-- WHAT TO DO --
Your output must match the data word for word, with every line included.

-- Records excerpted from a collection --
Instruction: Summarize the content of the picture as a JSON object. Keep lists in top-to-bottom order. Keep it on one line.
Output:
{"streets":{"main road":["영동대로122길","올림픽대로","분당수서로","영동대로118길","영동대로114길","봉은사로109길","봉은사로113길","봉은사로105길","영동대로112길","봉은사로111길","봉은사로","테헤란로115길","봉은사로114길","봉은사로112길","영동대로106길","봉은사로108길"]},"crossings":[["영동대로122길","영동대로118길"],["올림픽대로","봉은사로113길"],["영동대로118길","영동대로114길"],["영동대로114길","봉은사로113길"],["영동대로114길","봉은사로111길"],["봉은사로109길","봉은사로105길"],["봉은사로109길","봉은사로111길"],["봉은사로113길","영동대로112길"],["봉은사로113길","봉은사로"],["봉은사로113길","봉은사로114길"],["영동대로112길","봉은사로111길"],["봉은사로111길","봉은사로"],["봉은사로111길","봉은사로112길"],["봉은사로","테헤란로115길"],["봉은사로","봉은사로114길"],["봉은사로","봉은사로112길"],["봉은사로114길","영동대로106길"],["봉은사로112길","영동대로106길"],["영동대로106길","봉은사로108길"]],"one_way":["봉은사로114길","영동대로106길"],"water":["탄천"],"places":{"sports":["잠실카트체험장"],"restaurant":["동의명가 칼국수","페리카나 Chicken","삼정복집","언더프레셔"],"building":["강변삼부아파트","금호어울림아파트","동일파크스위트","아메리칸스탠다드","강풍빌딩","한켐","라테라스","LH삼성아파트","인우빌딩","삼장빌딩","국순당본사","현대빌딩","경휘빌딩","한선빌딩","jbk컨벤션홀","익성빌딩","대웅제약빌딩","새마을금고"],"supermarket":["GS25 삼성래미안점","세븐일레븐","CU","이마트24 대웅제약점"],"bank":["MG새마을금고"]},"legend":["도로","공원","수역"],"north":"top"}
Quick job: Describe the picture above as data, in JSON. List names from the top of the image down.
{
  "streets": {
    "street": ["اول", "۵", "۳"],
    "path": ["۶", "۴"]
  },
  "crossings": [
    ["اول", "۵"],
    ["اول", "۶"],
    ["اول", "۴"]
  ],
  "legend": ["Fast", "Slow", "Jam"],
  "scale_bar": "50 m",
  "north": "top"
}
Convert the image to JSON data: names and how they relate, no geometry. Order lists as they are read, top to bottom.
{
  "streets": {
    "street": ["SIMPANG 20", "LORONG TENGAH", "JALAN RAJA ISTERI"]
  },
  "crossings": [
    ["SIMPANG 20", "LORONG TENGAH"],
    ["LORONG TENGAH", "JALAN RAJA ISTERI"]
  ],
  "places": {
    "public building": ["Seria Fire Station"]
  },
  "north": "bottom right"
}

-- TASK ANSWER --
Instruction: Summarize the content of the picture as a JSON object. Keep lists in top-to-bottom order. Keep it on one line.
Output:
{"streets":{"main road":["영동대로122길","올림픽대로","분당수서로","영동대로118길","영동대로114길","봉은사로109길","봉은사로113길","봉은사로105길","영동대로112길","봉은사로111길","봉은사로","테헤란로115길","봉은사로114길","봉은사로112길","영동대로106길","봉은사로108길"]},"crossings":[["영동대로122길","영동대로118길"],["올림픽대로","봉은사로113길"],["영동대로118길","영동대로114길"],["영동대로114길","봉은사로113길"],["영동대로114길","봉은사로111길"],["봉은사로109길","봉은사로105길"],["봉은사로109길","봉은사로111길"],["봉은사로113길","영동대로112길"],["봉은사로113길","봉은사로"],["봉은사로113길","봉은사로114길"],["영동대로112길","봉은사로111길"],["봉은사로111길","봉은사로"],["봉은사로111길","봉은사로112길"],["봉은사로","테헤란로115길"],["봉은사로","봉은사로114길"],["봉은사로","봉은사로112길"],["봉은사로114길","영동대로106길"],["봉은사로112길","영동대로106길"],["영동대로106길","봉은사로108길"]],"one_way":["봉은사로114길","영동대로106길"],"water":["탄천"],"places":{"sports":["잠실카트체험장"],"restaurant":["동의명가 칼국수","페리카나 Chicken","삼정복집","언더프레셔"],"building":["강변삼부아파트","금호어울림아파트","동일파크스위트","아메리칸스탠다드","강풍빌딩","한켐","라테라스","LH삼성아파트","인우빌딩","삼장빌딩","국순당본사","현대빌딩","경휘빌딩","한선빌딩","jbk컨벤션홀","익성빌딩","대웅제약빌딩","새마을금고"],"supermarket":["GS25 삼성래미안점","세븐일레븐","CU","이마트24 대웅제약점"],"bank":["MG새마을금고"]},"legend":["도로","공원","수역"],"north":"top"}
Quick job: Describe the picture above as data, in JSON. List names from the top of the image down.
{
  "streets": {
    "street": ["اول", "۵", "۳"],
    "path": ["۶", "۴"]
  },
  "crossings": [
    ["اول", "۵"],
    ["اول", "۶"],
    ["اول", "۴"]
  ],
  "legend": ["Fast", "Slow", "Jam"],
  "scale_bar": "50 m",
  "north": "top"
}
Convert the image to JSON data: names and how they relate, no geometry. Order lists as they are read, top to bottom.
{
  "streets": {
    "street": ["SIMPANG 20", "LORONG TENGAH", "JALAN RAJA ISTERI"]
  },
  "crossings": [
    ["SIMPANG 20", "LORONG TENGAH"],
    ["LORONG TENGAH", "JALAN RAJA ISTERI"]
  ],
  "places": {
    "public building": ["Seria Fire Station"]
  },
  "north": "bottom right"
}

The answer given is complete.